▸ **Task to carry out**
Would you retype the listing below word for word, without any of its pictures?
*** Block opens ***
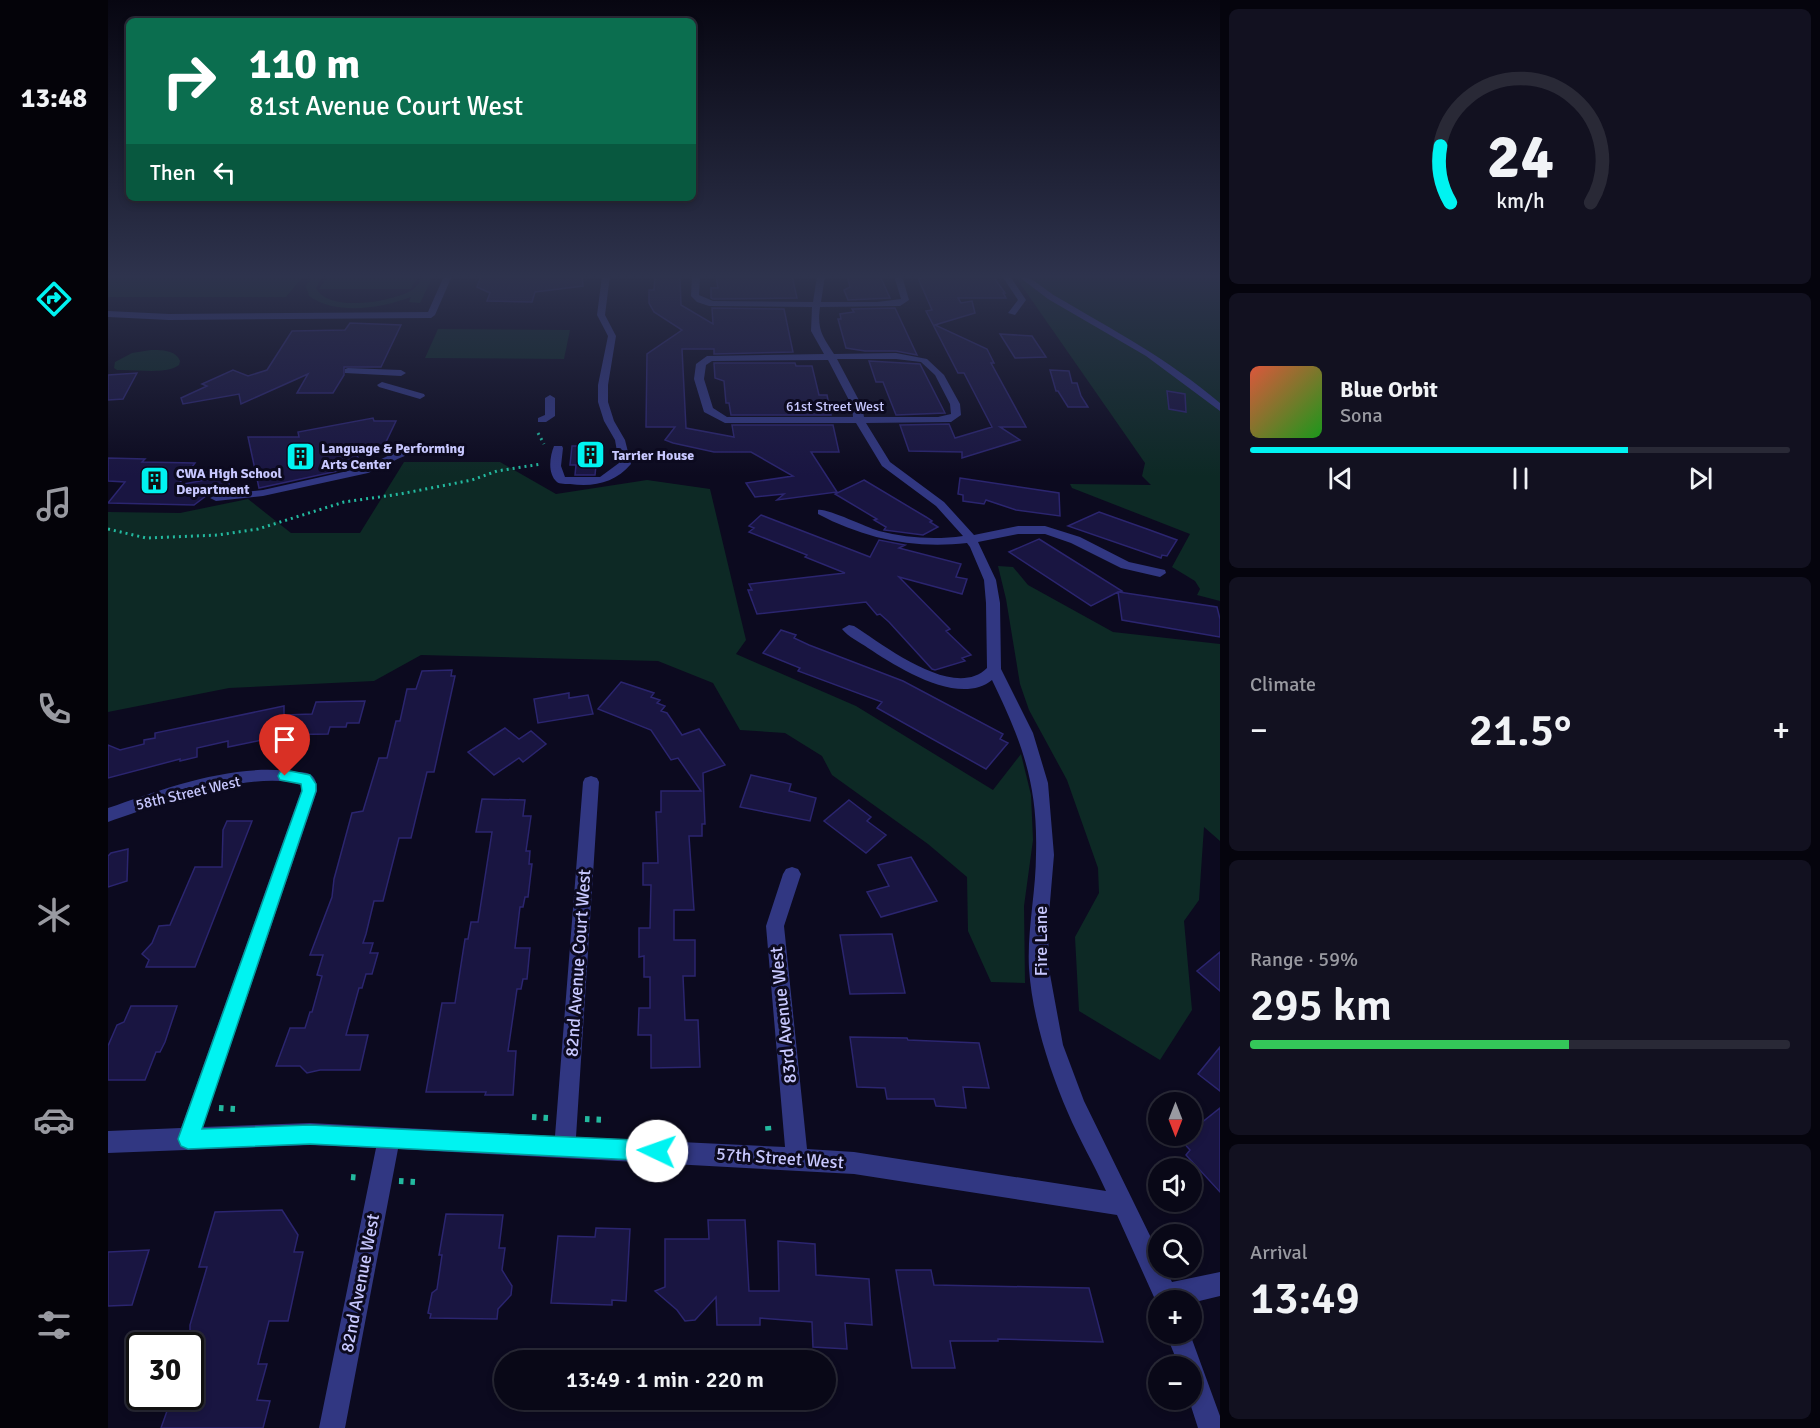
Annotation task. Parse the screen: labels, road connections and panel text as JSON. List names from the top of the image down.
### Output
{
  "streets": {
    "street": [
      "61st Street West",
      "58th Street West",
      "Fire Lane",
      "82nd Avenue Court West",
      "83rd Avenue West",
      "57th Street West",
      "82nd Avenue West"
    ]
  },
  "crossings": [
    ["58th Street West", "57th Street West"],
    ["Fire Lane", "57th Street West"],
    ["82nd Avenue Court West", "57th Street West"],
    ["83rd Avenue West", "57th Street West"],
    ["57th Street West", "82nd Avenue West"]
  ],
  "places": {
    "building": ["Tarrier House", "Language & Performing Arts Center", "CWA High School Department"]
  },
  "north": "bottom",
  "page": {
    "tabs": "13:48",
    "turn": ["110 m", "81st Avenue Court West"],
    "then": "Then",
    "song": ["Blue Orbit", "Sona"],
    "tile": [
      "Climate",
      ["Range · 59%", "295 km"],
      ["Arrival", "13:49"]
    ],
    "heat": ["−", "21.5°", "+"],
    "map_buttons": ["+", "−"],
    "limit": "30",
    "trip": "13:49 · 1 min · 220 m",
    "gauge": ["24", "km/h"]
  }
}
*** Block closes ***
▸ **Output of the task**
Annotation task. Parse the screen: labels, road connections and panel text as JSON. List names from the top of the image down.
### Output
{
  "streets": {
    "street": [
      "61st Street West",
      "58th Street West",
      "Fire Lane",
      "82nd Avenue Court West",
      "83rd Avenue West",
      "57th Street West",
      "82nd Avenue West"
    ]
  },
  "crossings": [
    ["58th Street West", "57th Street West"],
    ["Fire Lane", "57th Street West"],
    ["82nd Avenue Court West", "57th Street West"],
    ["83rd Avenue West", "57th Street West"],
    ["57th Street West", "82nd Avenue West"]
  ],
  "places": {
    "building": ["Tarrier House", "Language & Performing Arts Center", "CWA High School Department"]
  },
  "north": "bottom",
  "page": {
    "tabs": "13:48",
    "turn": ["110 m", "81st Avenue Court West"],
    "then": "Then",
    "song": ["Blue Orbit", "Sona"],
    "tile": [
      "Climate",
      ["Range · 59%", "295 km"],
      ["Arrival", "13:49"]
    ],
    "heat": ["−", "21.5°", "+"],
    "map_buttons": ["+", "−"],
    "limit": "30",
    "trip": "13:49 · 1 min · 220 m",
    "gauge": ["24", "km/h"]
  }
}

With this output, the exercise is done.